D.C. BRIEFS

President Clinton last week signed legislation giving wireless and other high-tech firms limited protection against lawsuits for year-2000 computer problems. The issue threatened to become a political liability for Vice President Gore, who needs continued high-tech backing in his bid for the presidency in 2000.

Reps. Henry Hyde (R-Ill.), George Gekas (R-Penn.) and Bob Goodlatte (R-Va.) introduced legislation to require the Federal Communications Commission to articulate rules for license transfers. The bill stems from complaints by Commissioner Harold Furchtgott-Roth about the lack of procedural clarity governing the assignment of wireless permits in telecom mergers. Legislation is pending in the Senate to restrict and speed up FCC merger review.

A federal appeals court here declined to overturn a Federal Communications Commission ruling on extended buildout deadlines for specialized mobile radio licenses sold by an application mill shut down by the Federal Trade Commission in 1994. The petitioners, which included court-appointed receiver Daniel R. Goodman, Chadmoore Wireless Group Inc., SMR Services Inc. and others, argued that FCC construction rules for affected dispatch licenses were arbitrary and capricious. The three-member court panel did not address the merits of their claims because only one of them who sought review in time lacks the legal standing to challenge the FCC decision.
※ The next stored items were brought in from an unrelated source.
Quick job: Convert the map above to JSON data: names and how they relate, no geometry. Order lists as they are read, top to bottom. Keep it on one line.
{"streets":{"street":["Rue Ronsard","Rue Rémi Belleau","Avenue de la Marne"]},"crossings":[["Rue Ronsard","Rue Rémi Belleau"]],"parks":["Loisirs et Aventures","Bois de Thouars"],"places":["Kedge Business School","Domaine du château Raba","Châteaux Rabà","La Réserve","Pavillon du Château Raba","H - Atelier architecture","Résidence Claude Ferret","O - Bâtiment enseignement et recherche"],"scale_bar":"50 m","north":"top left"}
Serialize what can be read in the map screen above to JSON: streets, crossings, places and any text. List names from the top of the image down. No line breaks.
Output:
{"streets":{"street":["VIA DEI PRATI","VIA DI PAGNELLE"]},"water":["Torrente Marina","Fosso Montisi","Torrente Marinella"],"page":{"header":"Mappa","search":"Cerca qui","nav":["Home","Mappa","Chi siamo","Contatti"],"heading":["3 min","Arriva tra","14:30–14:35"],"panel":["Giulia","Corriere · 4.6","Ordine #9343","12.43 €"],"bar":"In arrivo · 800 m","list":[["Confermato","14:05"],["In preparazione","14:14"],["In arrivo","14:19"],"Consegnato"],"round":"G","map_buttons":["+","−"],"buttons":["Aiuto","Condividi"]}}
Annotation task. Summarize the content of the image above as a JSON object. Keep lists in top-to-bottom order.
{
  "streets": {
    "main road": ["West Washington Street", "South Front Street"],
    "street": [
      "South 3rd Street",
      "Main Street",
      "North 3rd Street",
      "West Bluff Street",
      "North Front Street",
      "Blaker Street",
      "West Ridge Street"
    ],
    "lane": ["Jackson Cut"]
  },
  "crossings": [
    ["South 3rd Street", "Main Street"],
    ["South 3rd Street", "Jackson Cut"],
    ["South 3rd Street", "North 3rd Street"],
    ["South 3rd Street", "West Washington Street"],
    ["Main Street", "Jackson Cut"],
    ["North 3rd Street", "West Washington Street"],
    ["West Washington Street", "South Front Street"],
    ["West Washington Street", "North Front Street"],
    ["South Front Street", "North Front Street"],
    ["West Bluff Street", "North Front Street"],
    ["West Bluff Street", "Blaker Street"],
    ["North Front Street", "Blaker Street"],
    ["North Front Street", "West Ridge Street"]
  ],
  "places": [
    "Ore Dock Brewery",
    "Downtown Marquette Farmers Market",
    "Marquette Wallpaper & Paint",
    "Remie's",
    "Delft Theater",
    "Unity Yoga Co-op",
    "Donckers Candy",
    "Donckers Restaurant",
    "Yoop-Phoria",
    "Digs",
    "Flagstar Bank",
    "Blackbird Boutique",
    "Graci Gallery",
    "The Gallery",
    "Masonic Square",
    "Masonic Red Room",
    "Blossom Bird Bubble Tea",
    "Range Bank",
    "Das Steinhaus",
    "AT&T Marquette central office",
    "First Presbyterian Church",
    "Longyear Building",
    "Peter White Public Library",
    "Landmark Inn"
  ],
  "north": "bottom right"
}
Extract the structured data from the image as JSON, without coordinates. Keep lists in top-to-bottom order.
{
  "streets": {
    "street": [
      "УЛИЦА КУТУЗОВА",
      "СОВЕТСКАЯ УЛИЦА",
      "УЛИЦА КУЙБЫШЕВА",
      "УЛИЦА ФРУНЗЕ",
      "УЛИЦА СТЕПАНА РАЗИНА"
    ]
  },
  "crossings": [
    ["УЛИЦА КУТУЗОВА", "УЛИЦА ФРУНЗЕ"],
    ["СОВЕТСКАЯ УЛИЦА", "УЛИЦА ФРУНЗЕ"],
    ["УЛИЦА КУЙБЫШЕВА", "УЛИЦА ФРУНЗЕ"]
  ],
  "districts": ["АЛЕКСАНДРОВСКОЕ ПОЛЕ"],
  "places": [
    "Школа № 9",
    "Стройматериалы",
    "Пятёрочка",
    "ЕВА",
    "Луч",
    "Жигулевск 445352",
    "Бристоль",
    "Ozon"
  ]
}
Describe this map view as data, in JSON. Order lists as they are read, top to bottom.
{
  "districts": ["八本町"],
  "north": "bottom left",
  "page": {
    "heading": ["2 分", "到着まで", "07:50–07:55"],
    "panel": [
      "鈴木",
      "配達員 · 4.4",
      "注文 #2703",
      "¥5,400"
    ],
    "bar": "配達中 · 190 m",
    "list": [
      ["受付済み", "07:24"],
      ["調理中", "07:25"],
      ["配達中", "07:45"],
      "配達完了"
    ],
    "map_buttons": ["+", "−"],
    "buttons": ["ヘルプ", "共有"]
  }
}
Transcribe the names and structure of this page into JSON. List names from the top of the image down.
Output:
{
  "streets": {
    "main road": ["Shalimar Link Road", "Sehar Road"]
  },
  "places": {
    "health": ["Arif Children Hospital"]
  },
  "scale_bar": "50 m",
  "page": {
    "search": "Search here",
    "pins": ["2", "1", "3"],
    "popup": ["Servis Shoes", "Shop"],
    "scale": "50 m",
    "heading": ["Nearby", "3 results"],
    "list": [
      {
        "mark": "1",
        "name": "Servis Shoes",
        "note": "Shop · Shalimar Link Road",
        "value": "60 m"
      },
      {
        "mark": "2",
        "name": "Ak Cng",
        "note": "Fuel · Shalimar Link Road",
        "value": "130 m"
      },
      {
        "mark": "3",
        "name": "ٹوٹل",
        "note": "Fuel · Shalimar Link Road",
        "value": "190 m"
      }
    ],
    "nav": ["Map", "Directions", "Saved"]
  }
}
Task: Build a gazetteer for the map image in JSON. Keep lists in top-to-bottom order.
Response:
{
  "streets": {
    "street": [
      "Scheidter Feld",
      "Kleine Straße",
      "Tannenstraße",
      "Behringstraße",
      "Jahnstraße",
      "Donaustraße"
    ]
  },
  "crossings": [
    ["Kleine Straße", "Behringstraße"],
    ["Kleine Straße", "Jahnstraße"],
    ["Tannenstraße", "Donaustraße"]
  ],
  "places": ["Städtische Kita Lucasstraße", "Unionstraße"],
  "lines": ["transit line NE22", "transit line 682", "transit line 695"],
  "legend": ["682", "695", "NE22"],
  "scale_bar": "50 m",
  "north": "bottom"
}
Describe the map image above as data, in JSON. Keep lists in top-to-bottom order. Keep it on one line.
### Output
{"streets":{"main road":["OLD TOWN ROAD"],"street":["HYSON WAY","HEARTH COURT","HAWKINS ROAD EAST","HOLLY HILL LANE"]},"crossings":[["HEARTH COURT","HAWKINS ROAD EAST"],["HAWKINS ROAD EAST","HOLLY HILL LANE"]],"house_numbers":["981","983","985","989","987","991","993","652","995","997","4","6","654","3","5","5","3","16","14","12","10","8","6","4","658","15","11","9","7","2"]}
PLMRS Narrowband Corp. and Columbia Capital Corp. lost their appeals of Federal Communications Commission decisions to auction four 220 MHz nationwide licenses instead of granting them on a non-commercial basis via lottery as originally proposed in 1991. The FCC got auction authority in 1993. The U.S. Court of Appeals for the District of Columbia Circuit said Columbia showed neither that the “commission decided to auction the licenses based upon the impermissible expectation of federal revenues” nor that former FCC Chairman Reed Hundt “should have disqualified himself because he had unalterably decided to vote for an auction even before the period for public comment had opened.”